TASK TO COMPLETE:
Omit each picture as you copy the entries exactly.

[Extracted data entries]
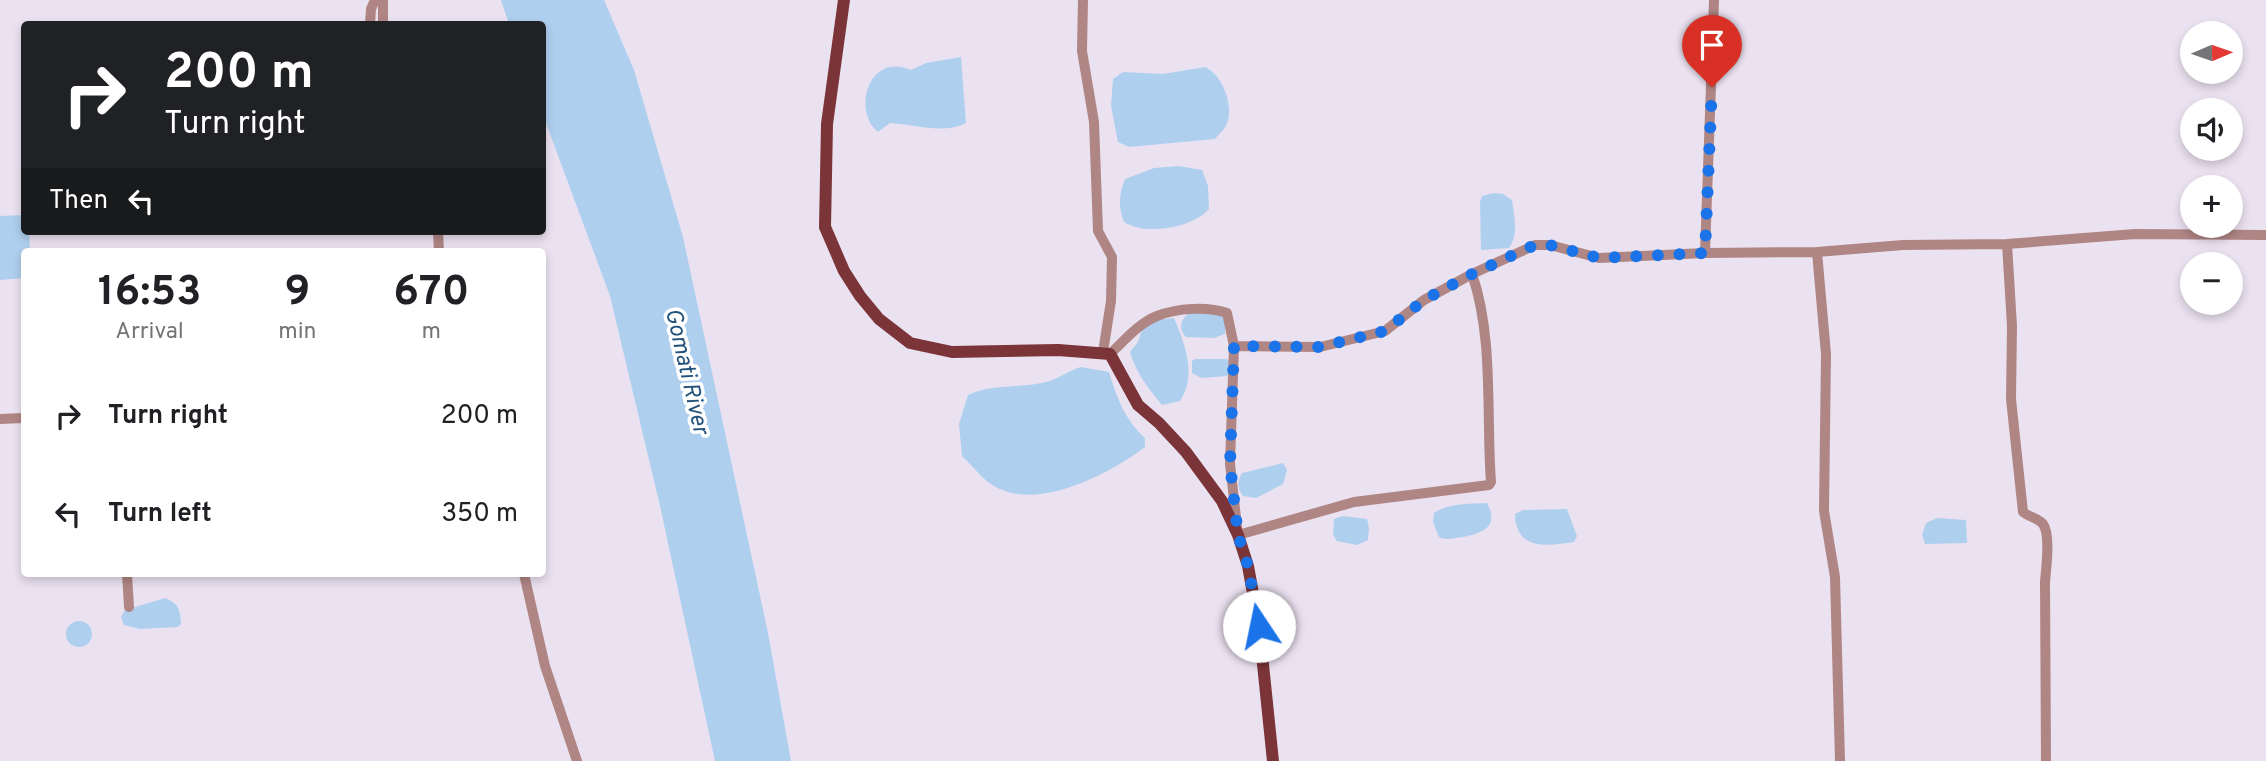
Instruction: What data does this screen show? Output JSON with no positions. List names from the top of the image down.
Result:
{
  "water": ["Gomati River"],
  "north": "right",
  "page": {
    "map_buttons": ["+", "−"],
    "turn": ["200 m", "Turn right"],
    "then": "Then",
    "eta": [
      "16:53",
      "Arrival",
      "9",
      "min",
      "670",
      "m"
    ],
    "list": [
      {
        "name": "Turn right",
        "value": "200 m"
      },
      {
        "name": "Turn left",
        "value": "350 m"
      }
    ]
  }
}
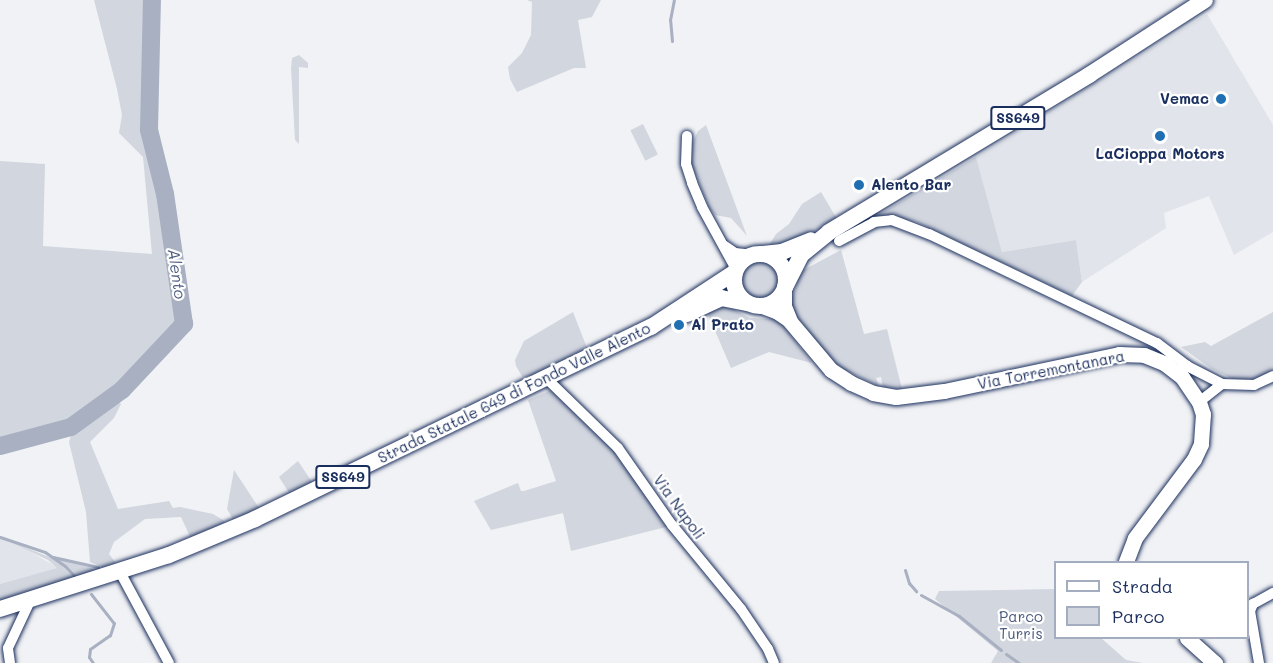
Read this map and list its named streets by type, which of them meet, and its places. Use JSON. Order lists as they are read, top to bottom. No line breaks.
{"streets":{"main road":["SS649","Strada Statale 649 di Fondo Valle Alento"],"street":["Via Torremontanara","Via Napoli"]},"crossings":[["Via Torremontanara","Strada Statale 649 di Fondo Valle Alento"],["Strada Statale 649 di Fondo Valle Alento","Via Napoli"]],"water":["Alento"],"parks":["Parco Turris"],"places":["Vemac","LaCioppa Motors","Alento Bar","Al Prato"],"legend":["Strada","Parco"]}
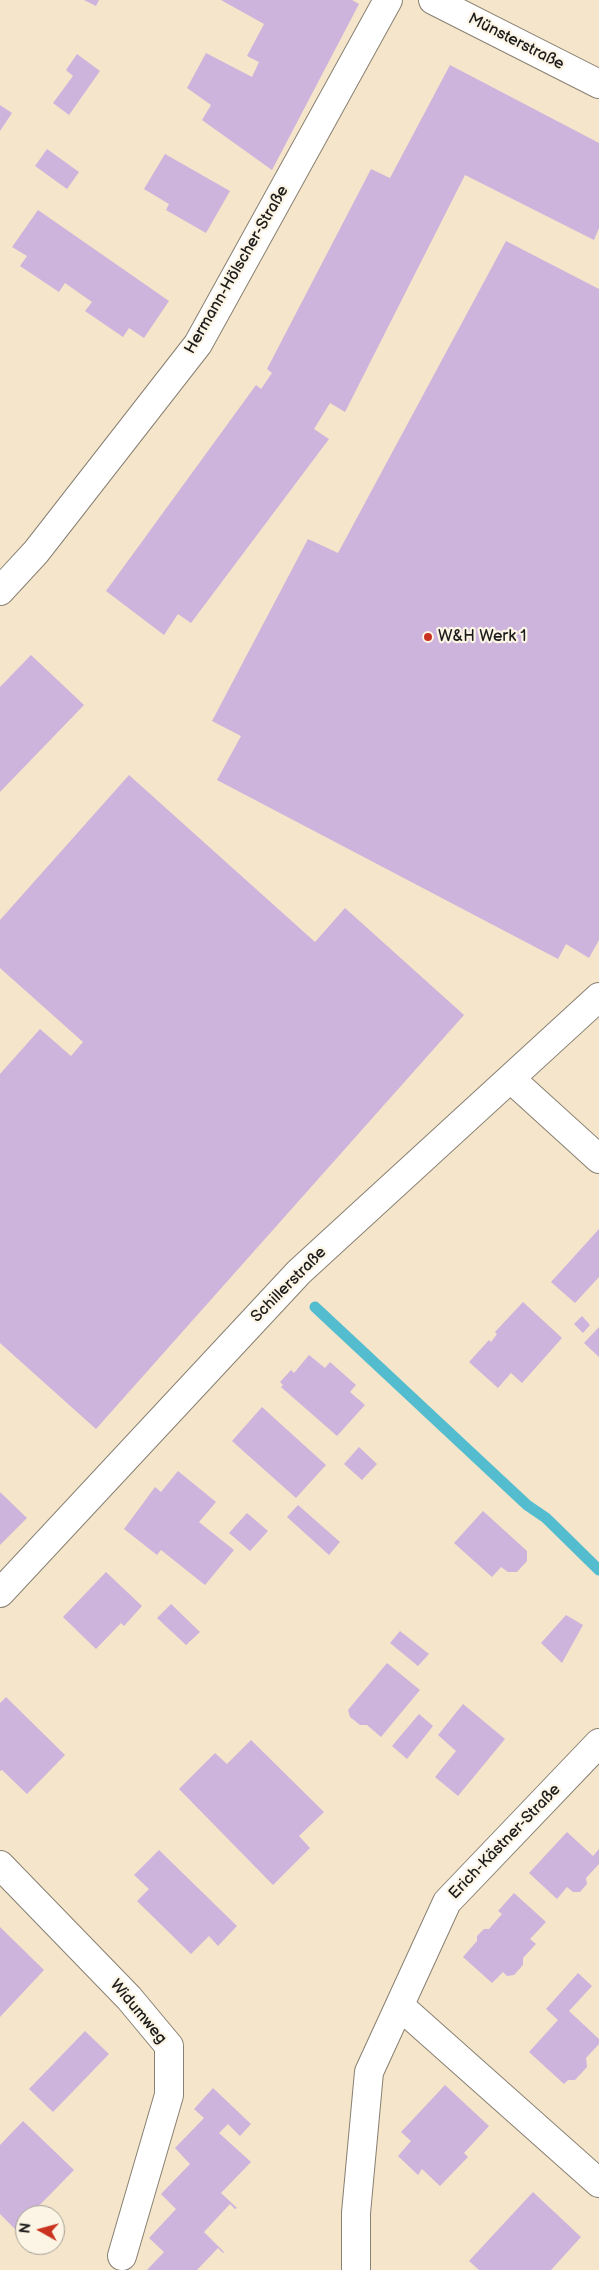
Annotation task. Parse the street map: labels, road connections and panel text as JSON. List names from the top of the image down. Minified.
{"streets":{"street":["Münsterstraße","Hermann-Hölscher-Straße","Schillerstraße","Erich-Kästner-Straße","Widumweg"]},"places":["W&H Werk 1"],"north":"left"}
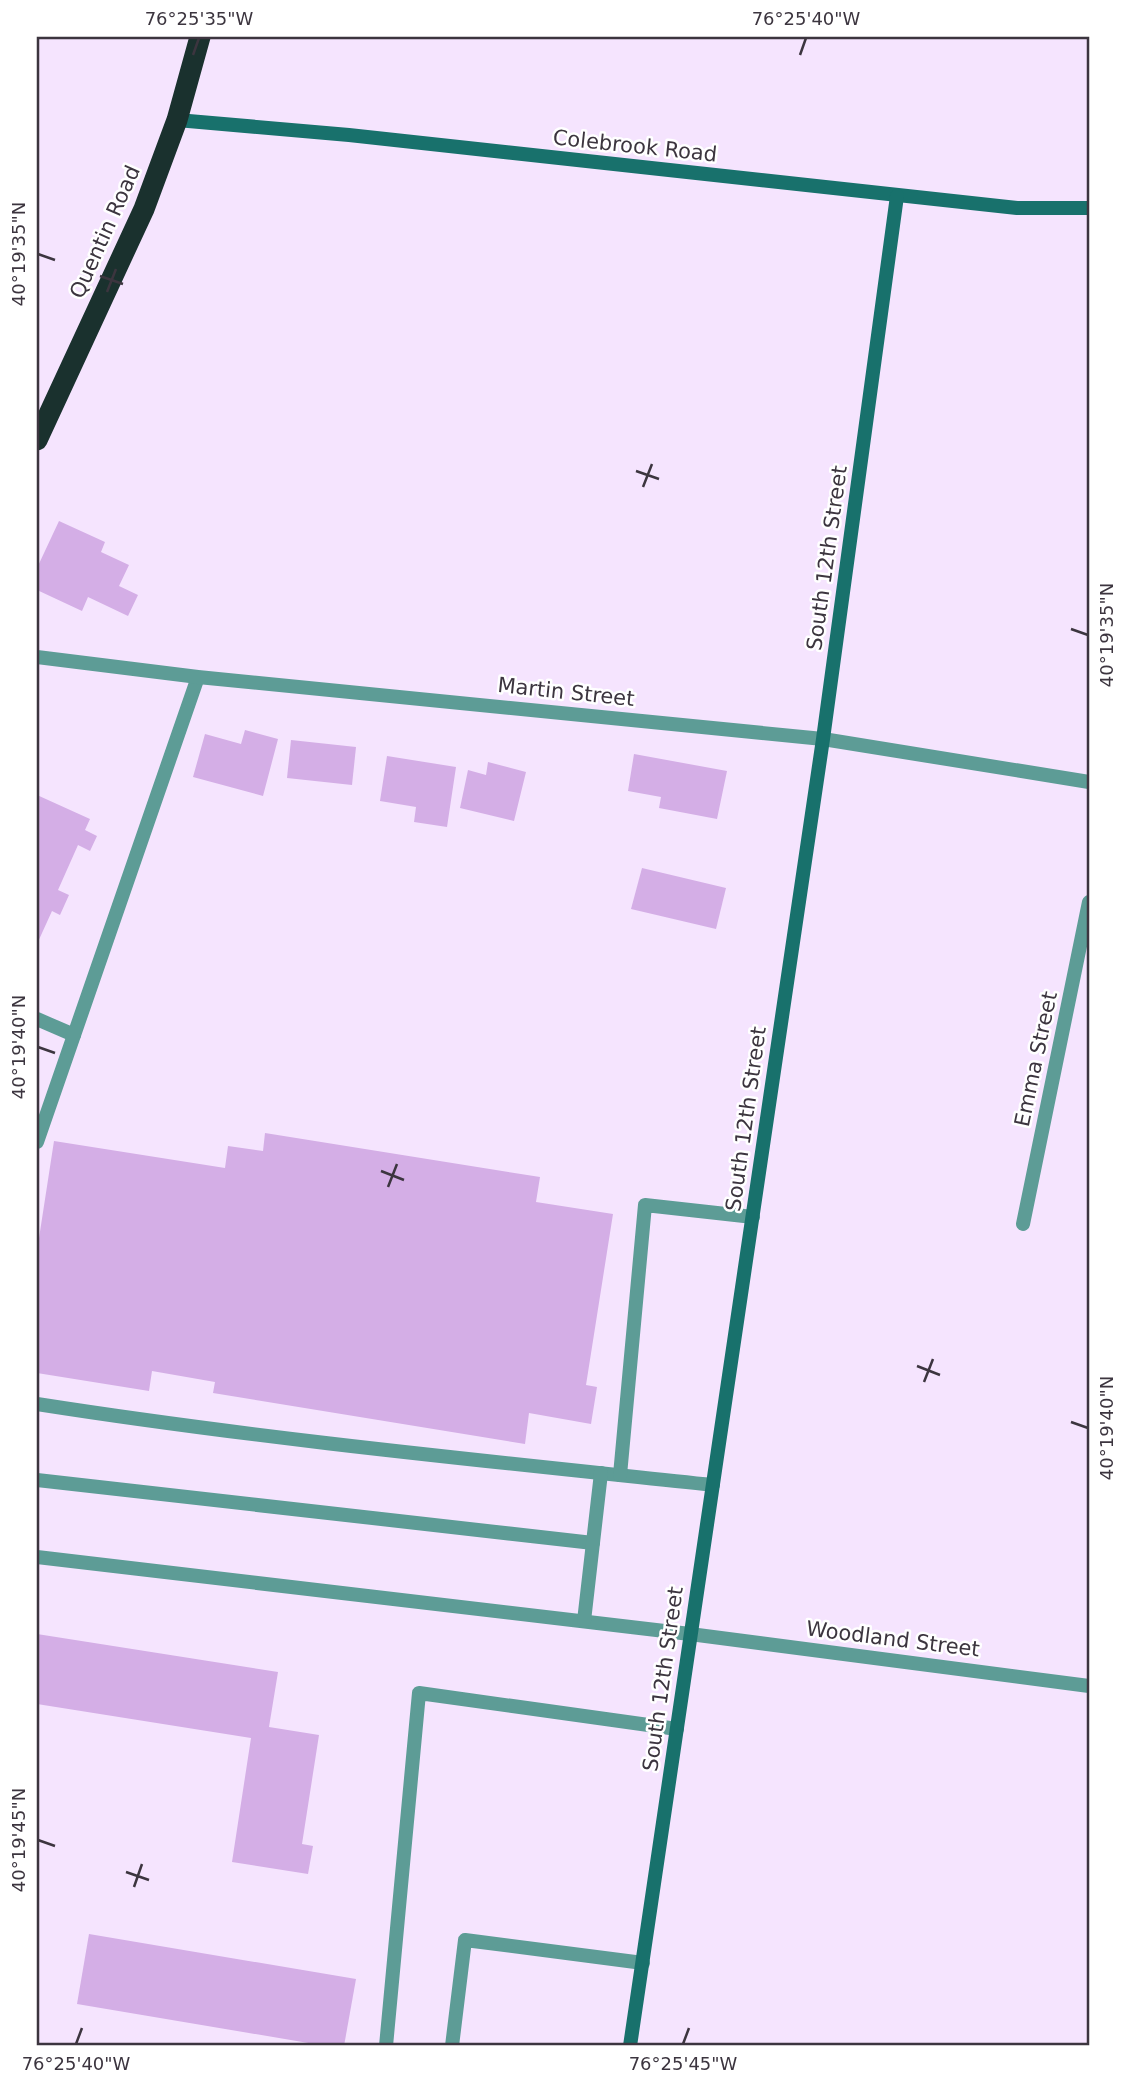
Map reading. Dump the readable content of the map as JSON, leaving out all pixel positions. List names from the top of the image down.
{
  "streets": {
    "highway": ["Quentin Road"],
    "main road": ["Colebrook Road", "South 12th Street"],
    "street": ["Martin Street", "Emma Street", "Woodland Street"]
  },
  "crossings": [
    ["Colebrook Road", "Quentin Road"],
    ["Colebrook Road", "South 12th Street"],
    ["South 12th Street", "Martin Street"],
    ["South 12th Street", "Woodland Street"]
  ],
  "coordinates": [
    "76°25'35\"W",
    "76°25'40\"W",
    "40°19'35\"N",
    "40°19'40\"N",
    "40°19'45\"N",
    "76°25'45\"W"
  ]
}
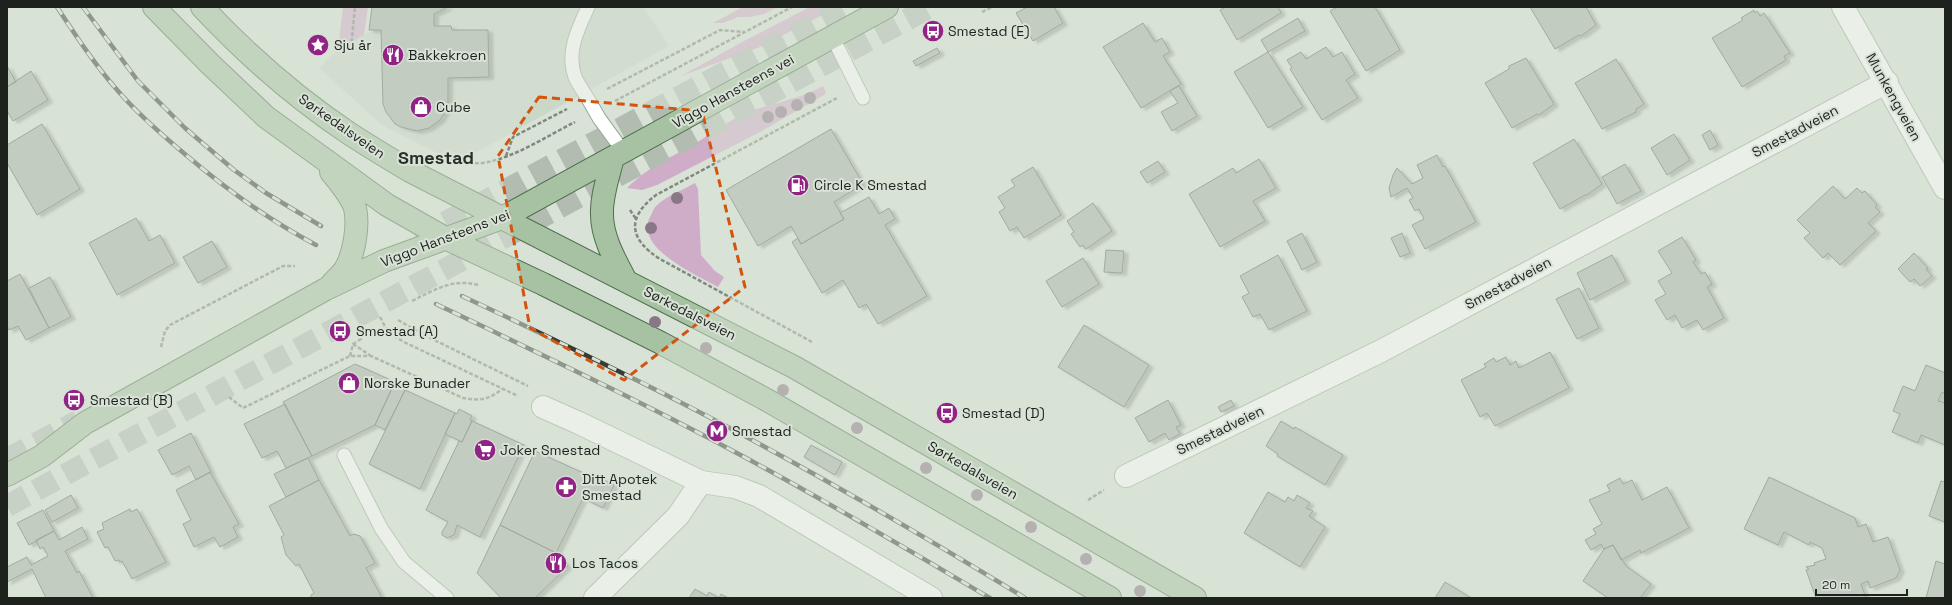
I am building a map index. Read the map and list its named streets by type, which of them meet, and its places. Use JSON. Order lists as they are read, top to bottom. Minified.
{"streets":{"main road":["Viggo Hansteens vei","Sørkedalsveien"],"street":["Munkengveien","Smestadveien"]},"crossings":[["Viggo Hansteens vei","Sørkedalsveien"],["Munkengveien","Smestadveien"]],"districts":["Smestad"],"places":{"bus stop":["Smestad (E)","Smestad (A)","Smestad (B)","Smestad (D)"],"place":["Sju år"],"restaurant":["Bakkekroen","Los Tacos"],"shop":["Cube","Norske Bunader"],"fuel station":["Circle K Smestad"],"metro station":["Smestad"],"supermarket":["Joker Smestad"],"pharmacy":["Ditt Apotek Smestad"]},"scale_bar":"20 m"}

ANSWER BOX:
Instruction: What data does this screen show? Output JSON with no positions. List names from the top of the image down.
Result:
{
  "water": ["Gomati River"],
  "north": "right",
  "page": {
    "map_buttons": ["+", "−"],
    "turn": ["200 m", "Turn right"],
    "then": "Then",
    "eta": [
      "16:53",
      "Arrival",
      "9",
      "min",
      "670",
      "m"
    ],
    "list": [
      {
        "name": "Turn right",
        "value": "200 m"
      },
      {
        "name": "Turn left",
        "value": "350 m"
      }
    ]
  }
}
Read this map and list its named streets by type, which of them meet, and its places. Use JSON. Order lists as they are read, top to bottom. No line breaks.
{"streets":{"main road":["SS649","Strada Statale 649 di Fondo Valle Alento"],"street":["Via Torremontanara","Via Napoli"]},"crossings":[["Via Torremontanara","Strada Statale 649 di Fondo Valle Alento"],["Strada Statale 649 di Fondo Valle Alento","Via Napoli"]],"water":["Alento"],"parks":["Parco Turris"],"places":["Vemac","LaCioppa Motors","Alento Bar","Al Prato"],"legend":["Strada","Parco"]}
Annotation task. Parse the street map: labels, road connections and panel text as JSON. List names from the top of the image down. Minified.
{"streets":{"street":["Münsterstraße","Hermann-Hölscher-Straße","Schillerstraße","Erich-Kästner-Straße","Widumweg"]},"places":["W&H Werk 1"],"north":"left"}
Map reading. Dump the readable content of the map as JSON, leaving out all pixel positions. List names from the top of the image down.
{
  "streets": {
    "highway": ["Quentin Road"],
    "main road": ["Colebrook Road", "South 12th Street"],
    "street": ["Martin Street", "Emma Street", "Woodland Street"]
  },
  "crossings": [
    ["Colebrook Road", "Quentin Road"],
    ["Colebrook Road", "South 12th Street"],
    ["South 12th Street", "Martin Street"],
    ["South 12th Street", "Woodland Street"]
  ],
  "coordinates": [
    "76°25'35\"W",
    "76°25'40\"W",
    "40°19'35\"N",
    "40°19'40\"N",
    "40°19'45\"N",
    "76°25'45\"W"
  ]
}
I am building a map index. Read the map and list its named streets by type, which of them meet, and its places. Use JSON. Order lists as they are read, top to bottom. Minified.
{"streets":{"main road":["Viggo Hansteens vei","Sørkedalsveien"],"street":["Munkengveien","Smestadveien"]},"crossings":[["Viggo Hansteens vei","Sørkedalsveien"],["Munkengveien","Smestadveien"]],"districts":["Smestad"],"places":{"bus stop":["Smestad (E)","Smestad (A)","Smestad (B)","Smestad (D)"],"place":["Sju år"],"restaurant":["Bakkekroen","Los Tacos"],"shop":["Cube","Norske Bunader"],"fuel station":["Circle K Smestad"],"metro station":["Smestad"],"supermarket":["Joker Smestad"],"pharmacy":["Ditt Apotek Smestad"]},"scale_bar":"20 m"}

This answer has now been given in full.